I'm trying to implement an awk function for splitting a string into an array; the fundamental difference with the built-in split
is that one is able to limit the number of "splits" that are performed, just like in Python's str.split
The prototype would be something like this:
maxsplit(s, a, n[, fs ])
Split the strings
into array elements, performing at mostn
splits (thus, the array will have at mostn+1
elementsa[1]
,a[2]
, ...,a[n+1]
), and return the actual number of elements in the array. All elements of the array shall be deleted before the split is performed. The separation shall be done with the EREfs
or with the field separatorFS
whenfs
is not provided.
At the moment, the effects of a null string asfs
value, or a negative number asn
value, are unspecified.
Here's the code I came-up with:
edit1: fixed the border cases pointed-out by @markp-fuso and @Daweo
edit2: added handling of non-provided fs
argument (thanks @EdMorton)
function maxsplit(s,a,n,fs, i,j) {
delete a
if (fs == 0 && fs == "")
fs = FS
if (fs == " ")
{
for (i = 1; (i <= n) && match(s,/[^[:space:]]+/); i++) {
a[i] = substr(s,RSTART,RLENGTH)
s = substr(s,RSTART+RLENGTH)
}
sub(/^[[:space:]]+/, "", s)
if (s != "")
a[i] = s
else
--i
}
else if (length(fs) == 1)
{
for (i = 1; (i <= n) && (j = index(s,fs)); i++) {
a[i] = substr(s,1,j-1)
s = substr(s,j+1)
}
a[i] = s
}
else
{
i = 1
while ( (i <= n) && (s != "") && match(s,fs) ) {
if (RLENGTH) {
a[i] = a[i] substr(s,1,RSTART-1)
s = substr(s,RSTART+RLENGTH)
++i
} else {
a[i] = a[i] substr(s,1,1)
s = substr(s,2)
}
}
a[i] = s
}
return i
}
As you can see, I wrote multiple code paths for handling the different types of fs
. My question is: what other edge cases need to be handled?

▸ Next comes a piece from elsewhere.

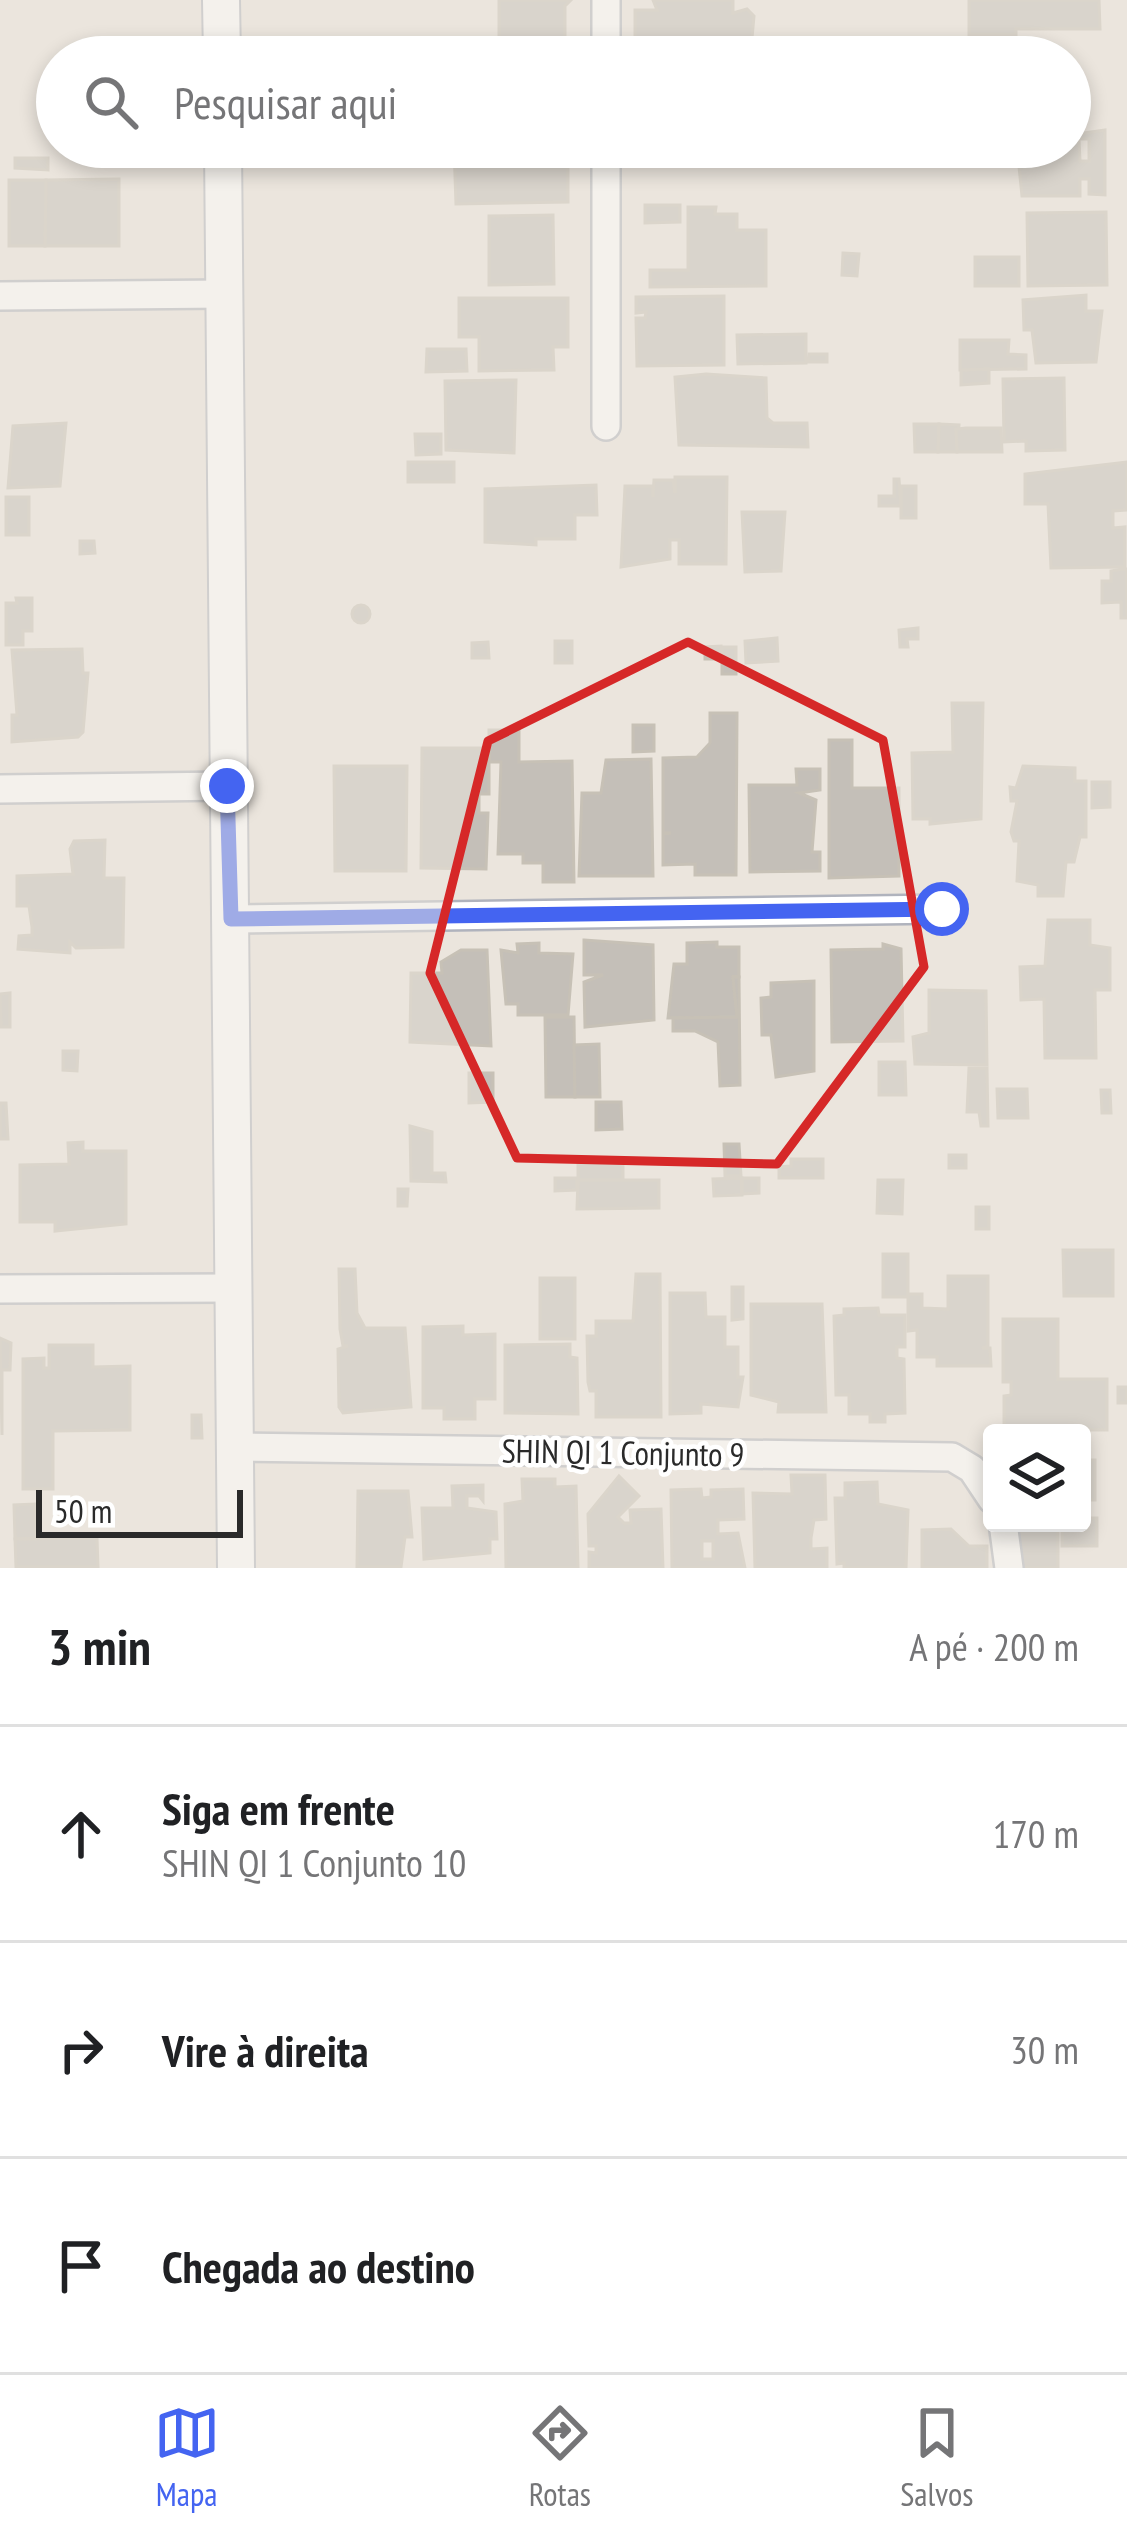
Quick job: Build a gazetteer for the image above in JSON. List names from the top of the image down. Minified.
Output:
{"streets":{"street":["SHIN QI 1 Conjunto 9"]},"scale_bar":"50 m","page":{"search":"Pesquisar aqui","scale":"50 m","heading":["3 min","A pé · 200 m"],"list":[["Siga em frente","SHIN QI 1 Conjunto 10","170 m"],["Vire à direita","30 m"],"Chegada ao destino"],"nav":["Mapa","Rotas","Salvos"]}}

Here's a set of test cases:
edit1: reordered the input/output fields and added a few more tests.
edit2: converted the input to a colon-delimited format (instead of xargs
format), and added a few more tests.
note: I'm still looking for test-cases that could be tricky to handle.

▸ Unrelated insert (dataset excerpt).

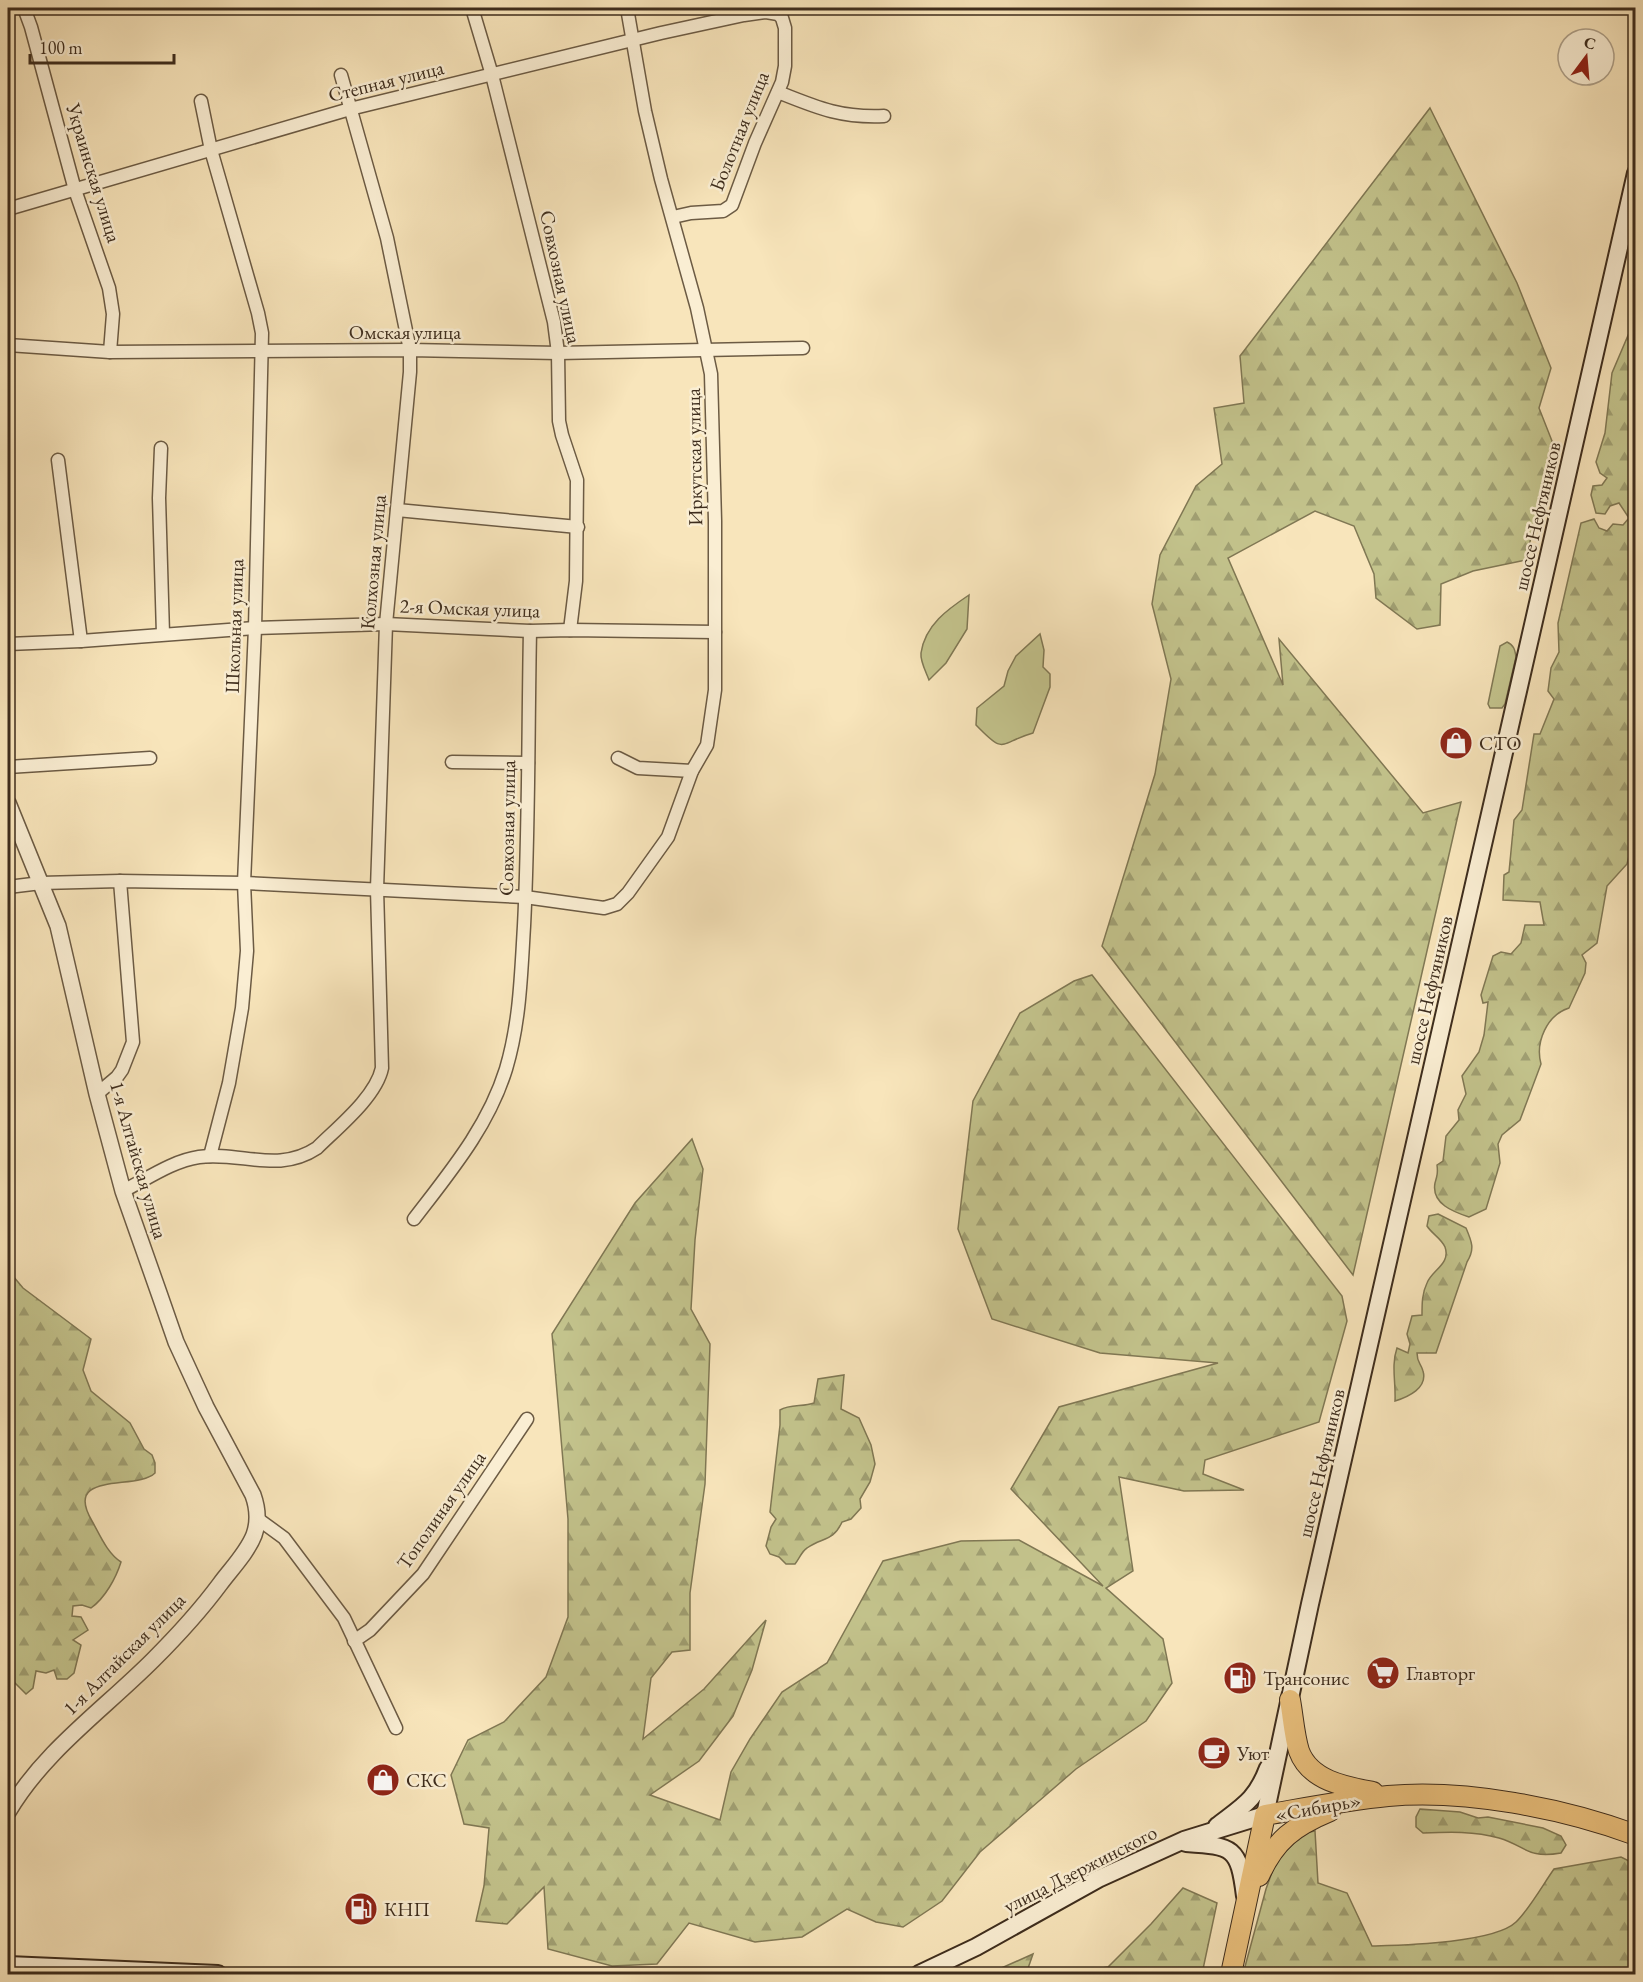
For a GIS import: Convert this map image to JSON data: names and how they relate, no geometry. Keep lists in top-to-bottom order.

#inputString:fieldSep:maxSplit
: :0
: :1
: :100
:,:0
:,:1
:,:100
:[ ]:0
:[ ]:1
:[ ]:100
,:,:0
,:,:1
,:,:2
,:,:100
foo bar baz : :0
foo bar baz : :1
foo bar baz : :2
foo bar baz : :3
foo bar baz : :100
foo=bar=baz:=:0
foo=bar=baz:=:1
foo=bar=baz:=:2
foo=bar=baz:=:3
foo=bar=baz:=:100
foo|bar|baz|:|:0
foo|bar|baz|:|:1
foo|bar|baz|:|:2
foo|bar|baz|:|:3
foo|bar|baz|:|:4
foo|bar|baz|:|:100
foo bar :[ ]:0
foo bar :[ ]:1
foo bar :[ ]:2
foo bar :[ ]:3
foo bar :[ ]:4
foo bar :[ ]:5
foo bar :[ ]:6
foo bar :[ ]:100
_.{2}__.?_[0-9]*:_+:0
_.{2}__.?_[0-9]*:_+:1
_.{2}__.?_[0-9]*:_+:2
_.{2}__.?_[0-9]*:_+:3
_.{2}__.?_[0-9]*:_+:4
_.{2}__.?_[0-9]*:_+:100
foo:^[fo]:0
foo:^[fo]:1
foo:^[fo]:2
foo:^[fo]:100
foo_bar_:_?:0
foo_bar_:_?:1
foo_bar_:_?:2
foo_bar_:_?:3
foo_bar_:_?:100
And the code wrapper for processing the test-cases.txt:
awk -F: '
function maxsplit(s,a,n,fs, i,j) {
# ...
}
function shell_quote(s) {
gsub(/\047/,"\047\\\047\047")
return "\047" s "\047"
}
function array_quote(a ,s,i) {
s=""
for (i=1;i in a;i++)
s = s " " shell_quote(a[i])
return "(" s " )"
}
NR > 1 {
s = $1
fs = $2
n = $3
maxsplit(s,a,n,fs)
print "s=" shell_quote(s), \
"fs=" shell_quote(fs), \
"n=" sprintf("%-3d",n), \
"a=" array_quote(a)
}
' test-cases.txt
My expected output is:
s='' fs=' ' n=0 a=( )
s='' fs=' ' n=1 a=( )
s='' fs=' ' n=100 a=( )
s='' fs=',' n=0 a=( )
s='' fs=',' n=1 a=( )
s='' fs=',' n=100 a=( )
s='' fs='[ ]' n=0 a=( )
s='' fs='[ ]' n=1 a=( )
s='' fs='[ ]' n=100 a=( )
s=',' fs=',' n=0 a=( ',' )
s=',' fs=',' n=1 a=( '' '' )
s=',' fs=',' n=2 a=( '' '' )
s=',' fs=',' n=100 a=( '' '' )
s=' foo bar baz ' fs=' ' n=0 a=( 'foo bar baz ' )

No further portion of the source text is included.